John Cazale (Actor) .. Stan
Born: August 12, 1935
Died: March 12, 1978
Birthplace: Boston, Massachusetts, United States
Trivia: After studying Drama at Oberlin College and Boston University, wiry-nosed, melancholy character actor John Cazale established himself as one of the off-Broadway scene's most intensely fascinating talents. He won Obie Awards for his stage performances in The Indian Wants the Bronx and The Line. At the invitation of his close friend Al Pacino, Cazale tried out for a role in The Godfather (1972), landing the part of Fredo Corleone. He was subsequently seen in The Godfather Part II (1974) and Dog Day Afternoon (1975). Looking far older than his forty-two years, John Cazale made his last appearance in The Deer Hunter (1978), which co-starred his then-fiancée Meryl Streep, but died of cancer before it was released.

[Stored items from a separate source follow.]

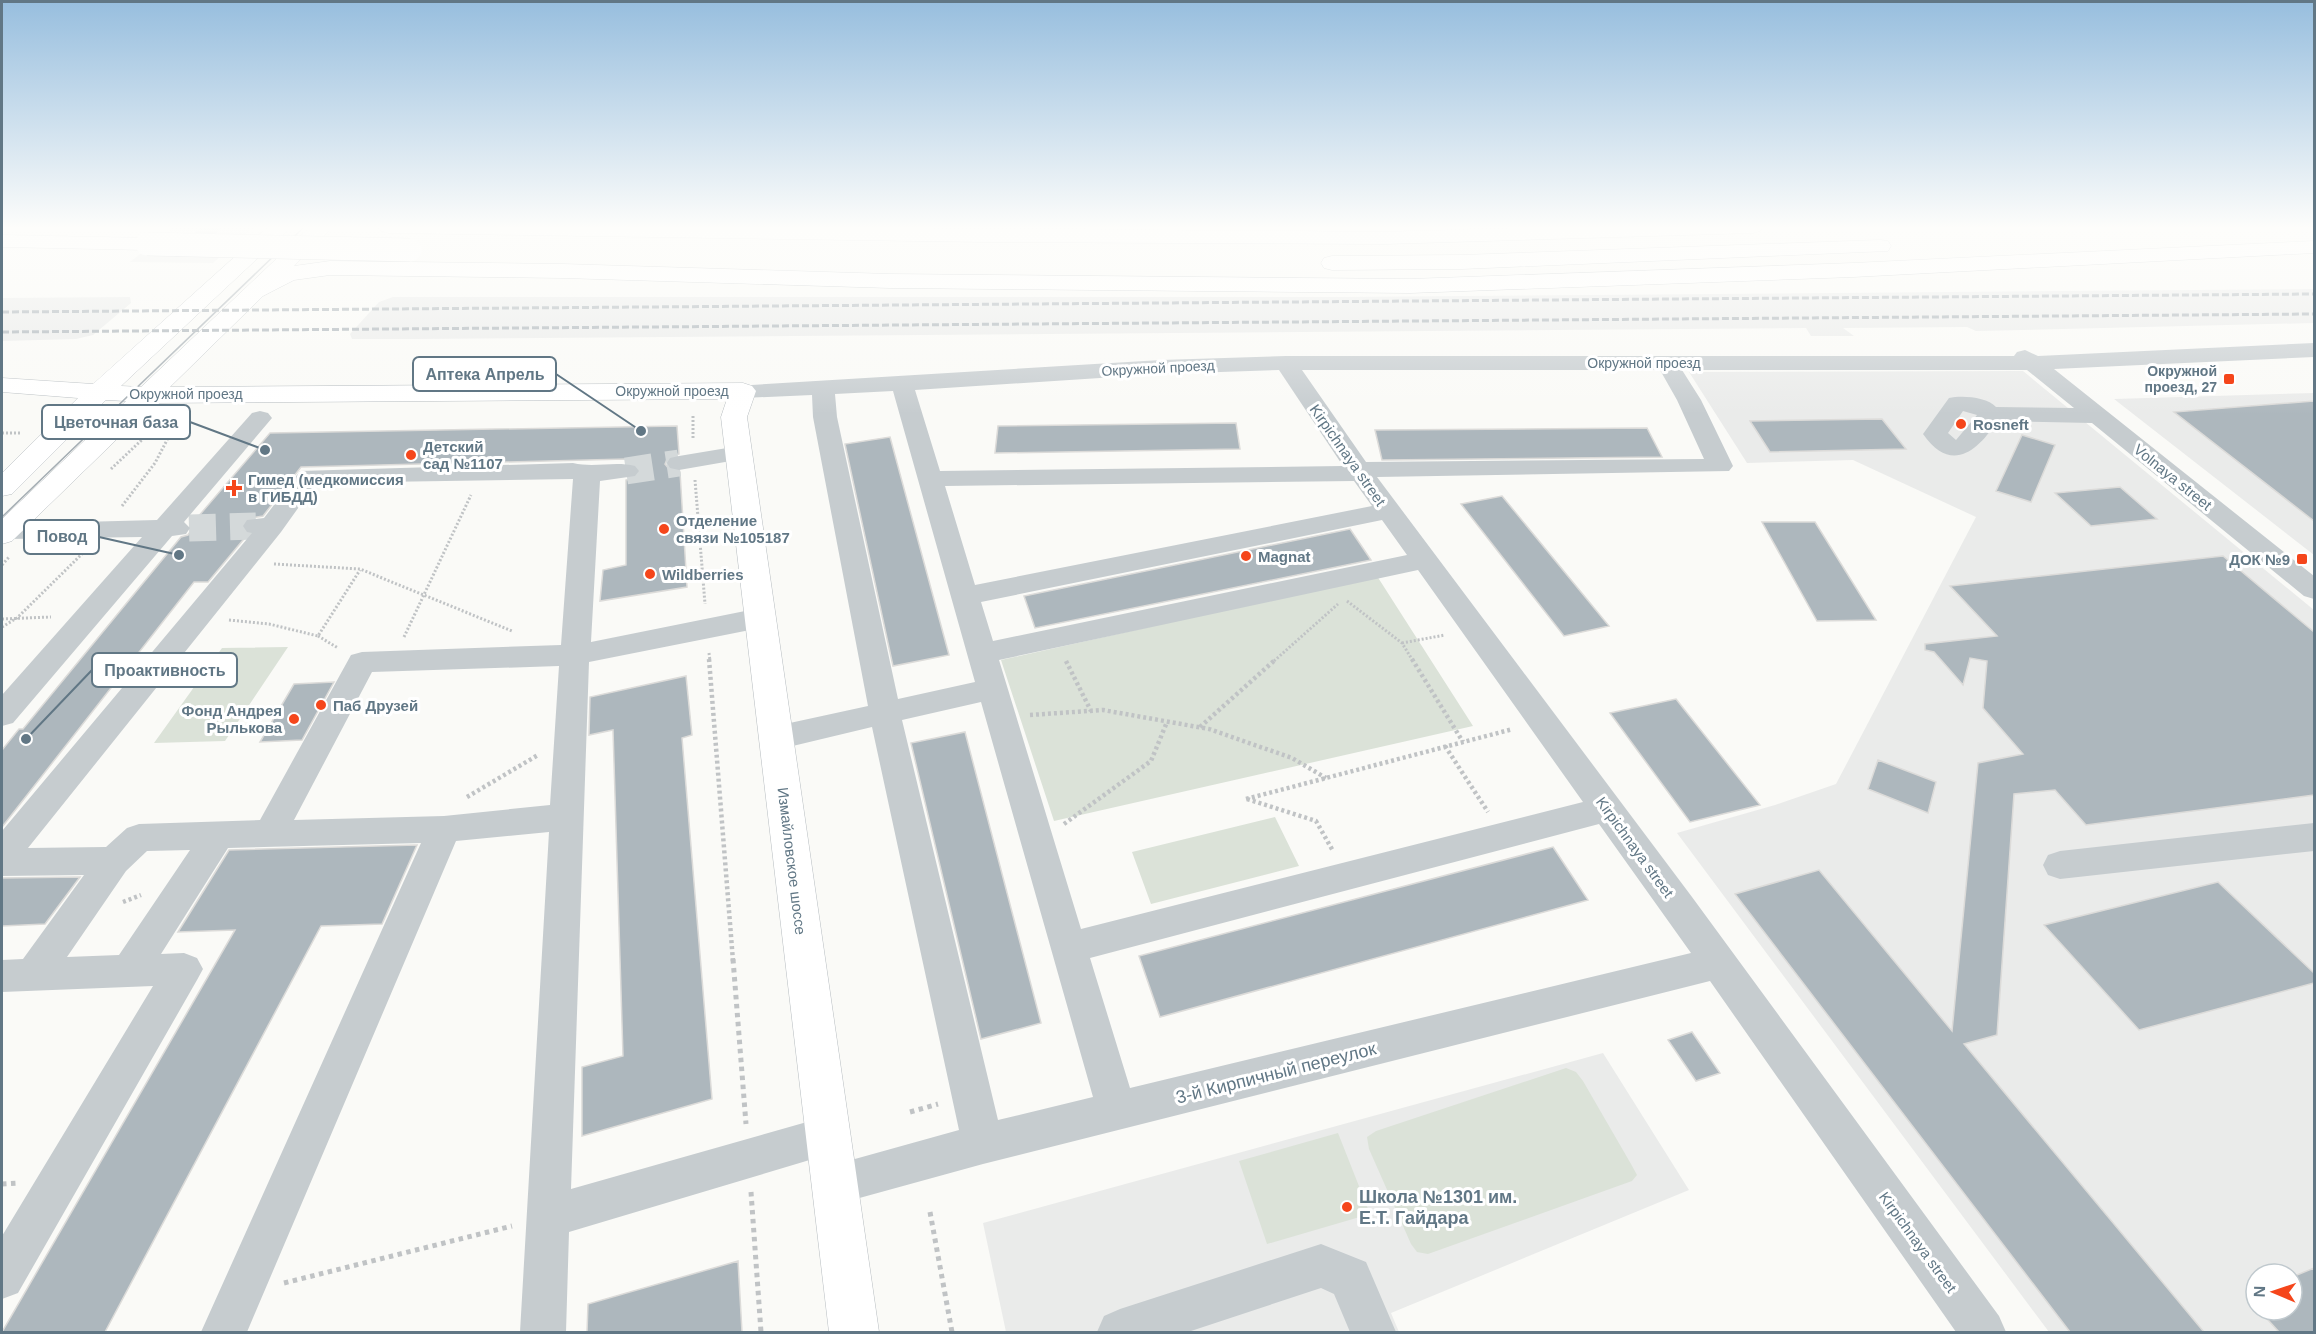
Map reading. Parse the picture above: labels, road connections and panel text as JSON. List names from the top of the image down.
{
  "streets": {
    "main road": ["Окружной проезд", "Измайловское шоссе"],
    "street": ["Kirpichnaya street", "Volnaya street", "3-й Кирпичный переулок"]
  },
  "crossings": [
    ["Окружной проезд", "Kirpichnaya street"],
    ["Окружной проезд", "Volnaya street"],
    ["Окружной проезд", "Измайловское шоссе"],
    ["Kirpichnaya street", "3-й Кирпичный переулок"],
    ["Измайловское шоссе", "3-й Кирпичный переулок"]
  ],
  "places": {
    "transit": ["Окружной проезд, 27", "ДОК №9"],
    "other": [
      "Rosneft",
      "Аптека Апрель",
      "Цветочная база",
      "Детский сад №1107",
      "Отделение связи №105187",
      "Повод",
      "Magnat",
      "Wildberries",
      "Паб Друзей",
      "Фонд Андрея Рылькова",
      "Проактивность",
      "Школа №1301 им. Е.Т. Гайдара"
    ],
    "health": ["Гимед (медкомиссия в ГИБДД)"]
  },
  "north": "left"
}
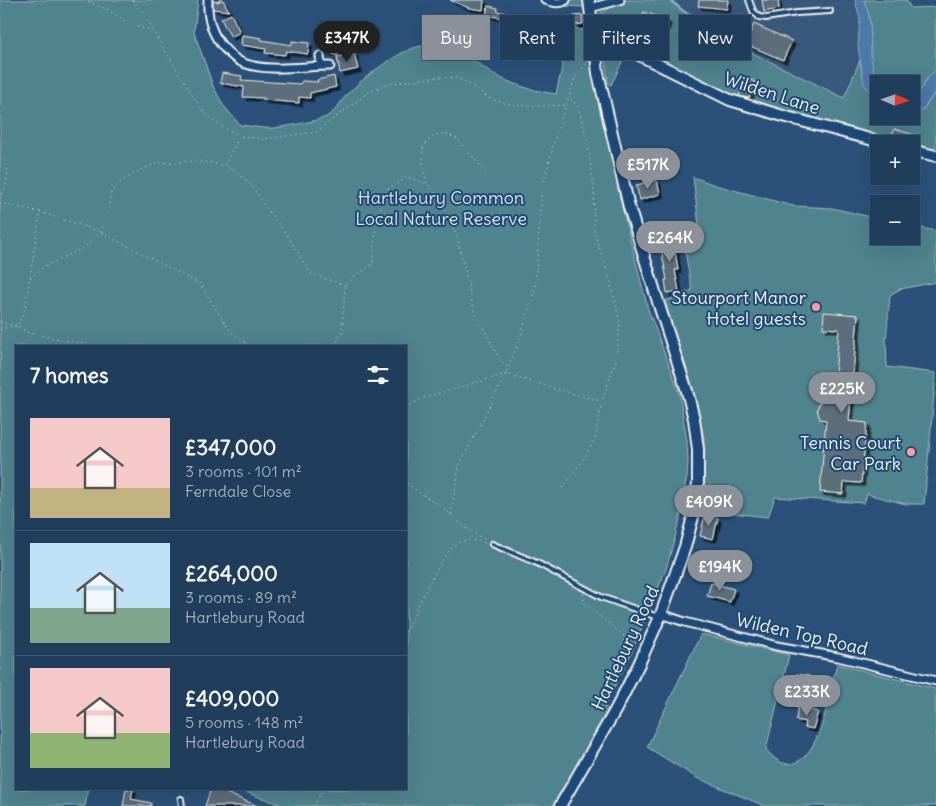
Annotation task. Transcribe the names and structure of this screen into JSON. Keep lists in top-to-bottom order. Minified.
{"streets":{"main road":["Wilden Lane","Hartlebury Road"],"street":["Wilden Top Road"]},"crossings":[["Wilden Top Road","Hartlebury Road"]],"parks":["Hartlebury Common Local Nature Reserve"],"places":["Stourport Manor Hotel guests","Tennis Court Car Park"],"north":"right","page":{"chip":["Buy","Rent","Filters","New"],"price":["£347K","£517K","£264K","£225K","£409K","£194K","£233K"],"map_buttons":["+","−"],"heading":"7 homes","list":[{"name":"£347,000","note":"3 rooms · 101 m² · Ferndale Close"},{"name":"£264,000","note":"3 rooms · 89 m² · Hartlebury Road"},{"name":"£409,000","note":"5 rooms · 148 m² · Hartlebury Road"}]}}
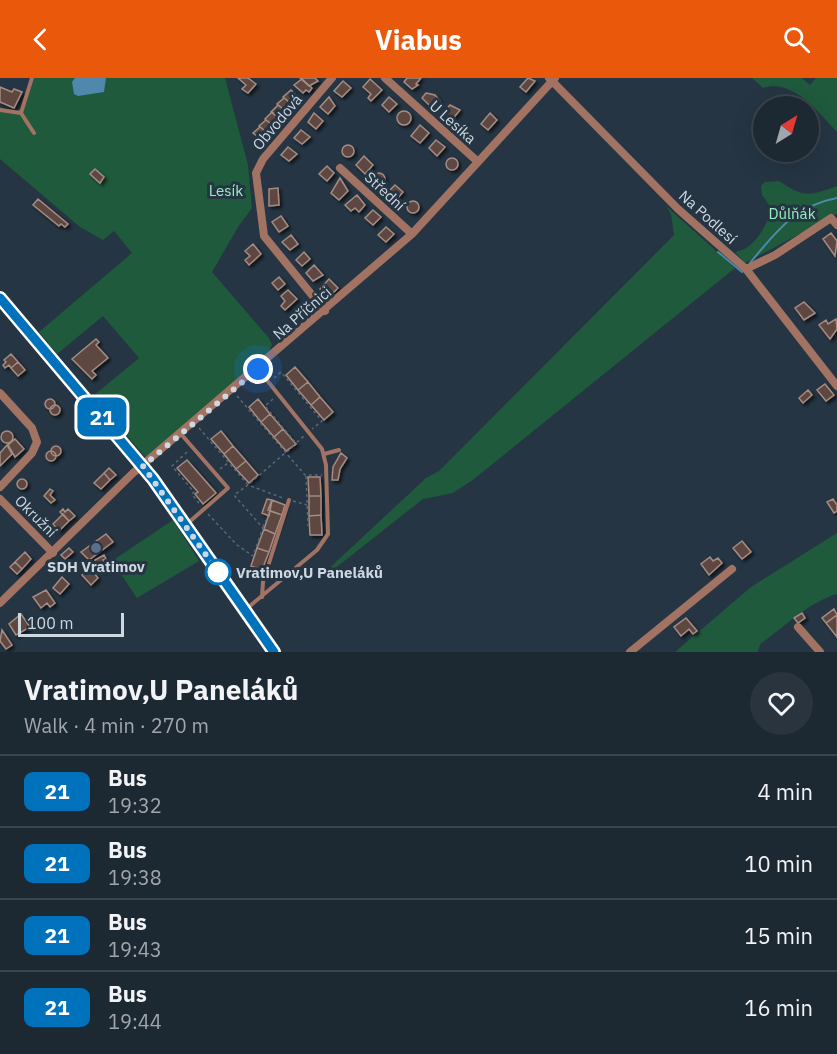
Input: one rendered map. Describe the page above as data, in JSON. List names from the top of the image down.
{
  "streets": {
    "street": [
      "Obvodová",
      "U Lesíka",
      "Střední",
      "Na Podlesí",
      "Na Příčnici",
      "Okružní"
    ]
  },
  "crossings": [
    ["Obvodová", "Na Příčnici"],
    ["U Lesíka", "Na Příčnici"],
    ["Střední", "Na Příčnici"],
    ["Na Podlesí", "Na Příčnici"],
    ["Na Příčnici", "Okružní"]
  ],
  "parks": ["Lesík", "Důlňák"],
  "places": ["SDH Vratimov", "Vratimov,U Paneláků"],
  "lines": ["bus line 21"],
  "scale_bar": "100 m",
  "north": "top right",
  "page": {
    "header": "Viabus",
    "on_map": "21",
    "scale": "100 m",
    "heading": ["Vratimov,U Paneláků", "Walk · 4 min · 270 m"],
    "list": [
      {
        "mark": "21",
        "name": "Bus",
        "note": "19:32",
        "value": "4 min"
      },
      {
        "mark": "21",
        "name": "Bus",
        "note": "19:38",
        "value": "10 min"
      },
      {
        "mark": "21",
        "name": "Bus",
        "note": "19:43",
        "value": "15 min"
      },
      {
        "mark": "21",
        "name": "Bus",
        "note": "19:44",
        "value": "16 min"
      }
    ]
  }
}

John Savage (Actor) .. Steven
Born: August 25, 1949
Trivia: While attending the American Academy of Dramatic Arts, John Savage helped organize a children's theatre troupe, giving non-profit performances at various housing projects. When next heard from, Savage had won a Drama Circle award for his starring performance in a Chicago-New York revival of One Flew Over the Cuckoo's Nest. In films and television from 1972, Savage reached a watershed in 1975, starring as cub reporter Jim Malloy in the TV series Gibbsville and both starring in and composing the music for the theatrical feature Sister-in-Law. His career continued to flourish as the 1970s drew to a close: he played paraplegic war veteran Steven in the Oscar-winning The Deer Hunter (1978), hippie convert Claude in Hair, guilt-ridden police officer Karl Hettinger in The Onion Field (1979) and the suicidal, physically challenged Roary in Inside Moves (1980). For reasons unknown, Savage's star began fading in the 1980s, despite such choice roles as a cynical photojournalist in Oliver Stone's Salvador (1986). Most of John Savage's footage as Andrew Hagen in 1990's The Godfather III unfortunately wound up on the cutting room floor.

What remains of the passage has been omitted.